#### What you need to do
Only the lines below starting at the one that contains "Quick job: Read" and ending at the one that contains "order. Keep it on one line." are to be reproduced, exactly and with both ends kept.

Collected data:

· · · · ·

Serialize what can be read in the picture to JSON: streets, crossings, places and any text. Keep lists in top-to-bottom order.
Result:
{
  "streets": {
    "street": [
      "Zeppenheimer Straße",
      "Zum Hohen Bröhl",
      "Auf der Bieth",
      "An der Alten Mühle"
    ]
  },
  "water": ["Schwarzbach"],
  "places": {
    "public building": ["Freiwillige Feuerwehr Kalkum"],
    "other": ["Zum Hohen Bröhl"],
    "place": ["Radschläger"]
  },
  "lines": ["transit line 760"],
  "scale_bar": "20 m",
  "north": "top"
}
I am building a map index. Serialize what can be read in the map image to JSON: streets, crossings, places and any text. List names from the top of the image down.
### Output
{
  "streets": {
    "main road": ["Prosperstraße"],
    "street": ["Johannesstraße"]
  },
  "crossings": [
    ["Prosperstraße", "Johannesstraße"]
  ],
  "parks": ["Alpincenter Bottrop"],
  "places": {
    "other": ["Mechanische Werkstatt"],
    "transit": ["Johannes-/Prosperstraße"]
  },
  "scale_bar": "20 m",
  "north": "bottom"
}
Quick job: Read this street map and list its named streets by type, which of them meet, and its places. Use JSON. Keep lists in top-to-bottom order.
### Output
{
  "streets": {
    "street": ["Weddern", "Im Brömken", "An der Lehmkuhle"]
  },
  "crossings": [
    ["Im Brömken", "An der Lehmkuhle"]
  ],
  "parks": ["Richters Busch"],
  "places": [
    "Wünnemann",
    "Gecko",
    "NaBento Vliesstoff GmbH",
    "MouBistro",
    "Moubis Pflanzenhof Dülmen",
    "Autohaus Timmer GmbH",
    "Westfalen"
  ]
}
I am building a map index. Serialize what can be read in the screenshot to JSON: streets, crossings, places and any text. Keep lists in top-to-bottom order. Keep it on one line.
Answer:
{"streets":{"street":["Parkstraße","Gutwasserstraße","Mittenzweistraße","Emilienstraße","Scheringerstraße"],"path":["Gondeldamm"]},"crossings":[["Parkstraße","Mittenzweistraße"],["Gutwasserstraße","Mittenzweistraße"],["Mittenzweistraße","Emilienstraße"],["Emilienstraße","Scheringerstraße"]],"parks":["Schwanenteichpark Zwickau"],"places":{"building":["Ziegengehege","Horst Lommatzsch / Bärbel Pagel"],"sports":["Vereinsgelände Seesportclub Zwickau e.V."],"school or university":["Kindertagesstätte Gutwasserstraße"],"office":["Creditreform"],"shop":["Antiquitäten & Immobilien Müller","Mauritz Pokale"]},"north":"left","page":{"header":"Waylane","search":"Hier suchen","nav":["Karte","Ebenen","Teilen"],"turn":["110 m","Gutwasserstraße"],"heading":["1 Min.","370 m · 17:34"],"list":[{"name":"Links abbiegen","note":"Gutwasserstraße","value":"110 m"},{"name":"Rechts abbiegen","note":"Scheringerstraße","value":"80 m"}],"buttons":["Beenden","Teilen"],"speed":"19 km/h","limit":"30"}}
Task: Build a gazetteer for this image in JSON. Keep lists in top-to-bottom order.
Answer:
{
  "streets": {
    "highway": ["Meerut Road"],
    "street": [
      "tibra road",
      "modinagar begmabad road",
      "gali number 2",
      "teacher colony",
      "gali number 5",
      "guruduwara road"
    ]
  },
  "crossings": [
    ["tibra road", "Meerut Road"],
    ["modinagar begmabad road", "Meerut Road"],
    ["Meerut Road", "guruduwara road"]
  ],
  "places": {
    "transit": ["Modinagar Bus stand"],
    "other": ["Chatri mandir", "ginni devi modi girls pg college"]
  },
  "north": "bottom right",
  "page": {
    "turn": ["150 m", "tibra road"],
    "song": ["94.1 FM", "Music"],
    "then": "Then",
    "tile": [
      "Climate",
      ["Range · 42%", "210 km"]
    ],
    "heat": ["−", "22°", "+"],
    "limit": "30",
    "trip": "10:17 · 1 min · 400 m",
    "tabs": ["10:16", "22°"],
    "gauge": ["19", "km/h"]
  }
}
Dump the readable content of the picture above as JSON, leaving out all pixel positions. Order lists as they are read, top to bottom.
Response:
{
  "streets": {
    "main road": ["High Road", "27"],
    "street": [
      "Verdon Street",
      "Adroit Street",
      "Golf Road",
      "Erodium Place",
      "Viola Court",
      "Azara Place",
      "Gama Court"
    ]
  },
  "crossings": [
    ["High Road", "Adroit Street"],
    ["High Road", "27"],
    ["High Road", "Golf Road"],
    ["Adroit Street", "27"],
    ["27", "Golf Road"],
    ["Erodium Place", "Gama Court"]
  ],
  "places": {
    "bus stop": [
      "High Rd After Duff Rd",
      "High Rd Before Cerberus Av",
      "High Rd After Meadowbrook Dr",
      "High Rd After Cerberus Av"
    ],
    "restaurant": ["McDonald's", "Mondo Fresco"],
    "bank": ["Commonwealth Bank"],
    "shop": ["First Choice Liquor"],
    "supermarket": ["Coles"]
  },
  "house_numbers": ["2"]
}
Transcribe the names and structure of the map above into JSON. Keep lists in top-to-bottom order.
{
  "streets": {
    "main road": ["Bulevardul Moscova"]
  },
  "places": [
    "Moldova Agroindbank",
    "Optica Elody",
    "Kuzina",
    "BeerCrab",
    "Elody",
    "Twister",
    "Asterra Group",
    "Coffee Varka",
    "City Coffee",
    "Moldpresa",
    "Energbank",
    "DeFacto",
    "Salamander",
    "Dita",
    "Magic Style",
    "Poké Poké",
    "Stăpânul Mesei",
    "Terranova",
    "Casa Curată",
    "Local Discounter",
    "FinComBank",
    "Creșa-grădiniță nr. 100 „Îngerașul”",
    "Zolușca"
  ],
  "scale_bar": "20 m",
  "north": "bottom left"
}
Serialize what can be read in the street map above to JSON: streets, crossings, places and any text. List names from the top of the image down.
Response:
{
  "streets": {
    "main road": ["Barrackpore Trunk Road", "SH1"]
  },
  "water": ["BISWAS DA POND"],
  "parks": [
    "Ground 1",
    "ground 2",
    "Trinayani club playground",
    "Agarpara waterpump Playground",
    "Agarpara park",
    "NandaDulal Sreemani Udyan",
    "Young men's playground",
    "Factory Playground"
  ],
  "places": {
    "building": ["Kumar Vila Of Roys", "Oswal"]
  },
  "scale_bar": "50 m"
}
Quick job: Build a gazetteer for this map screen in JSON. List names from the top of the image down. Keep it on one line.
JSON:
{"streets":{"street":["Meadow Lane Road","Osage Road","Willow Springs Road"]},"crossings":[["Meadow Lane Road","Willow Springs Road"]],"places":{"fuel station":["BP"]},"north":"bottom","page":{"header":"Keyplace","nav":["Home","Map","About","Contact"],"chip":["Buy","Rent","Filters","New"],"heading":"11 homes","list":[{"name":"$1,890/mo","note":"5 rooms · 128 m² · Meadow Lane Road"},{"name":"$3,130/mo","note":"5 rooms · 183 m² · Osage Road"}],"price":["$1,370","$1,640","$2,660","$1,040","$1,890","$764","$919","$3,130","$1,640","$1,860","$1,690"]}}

· · · · ·

#### Your response
Quick job: Read this street map and list its named streets by type, which of them meet, and its places. Use JSON. Keep lists in top-to-bottom order.
### Output
{
  "streets": {
    "street": ["Weddern", "Im Brömken", "An der Lehmkuhle"]
  },
  "crossings": [
    ["Im Brömken", "An der Lehmkuhle"]
  ],
  "parks": ["Richters Busch"],
  "places": [
    "Wünnemann",
    "Gecko",
    "NaBento Vliesstoff GmbH",
    "MouBistro",
    "Moubis Pflanzenhof Dülmen",
    "Autohaus Timmer GmbH",
    "Westfalen"
  ]
}
I am building a map index. Serialize what can be read in the screenshot to JSON: streets, crossings, places and any text. Keep lists in top-to-bottom order. Keep it on one line.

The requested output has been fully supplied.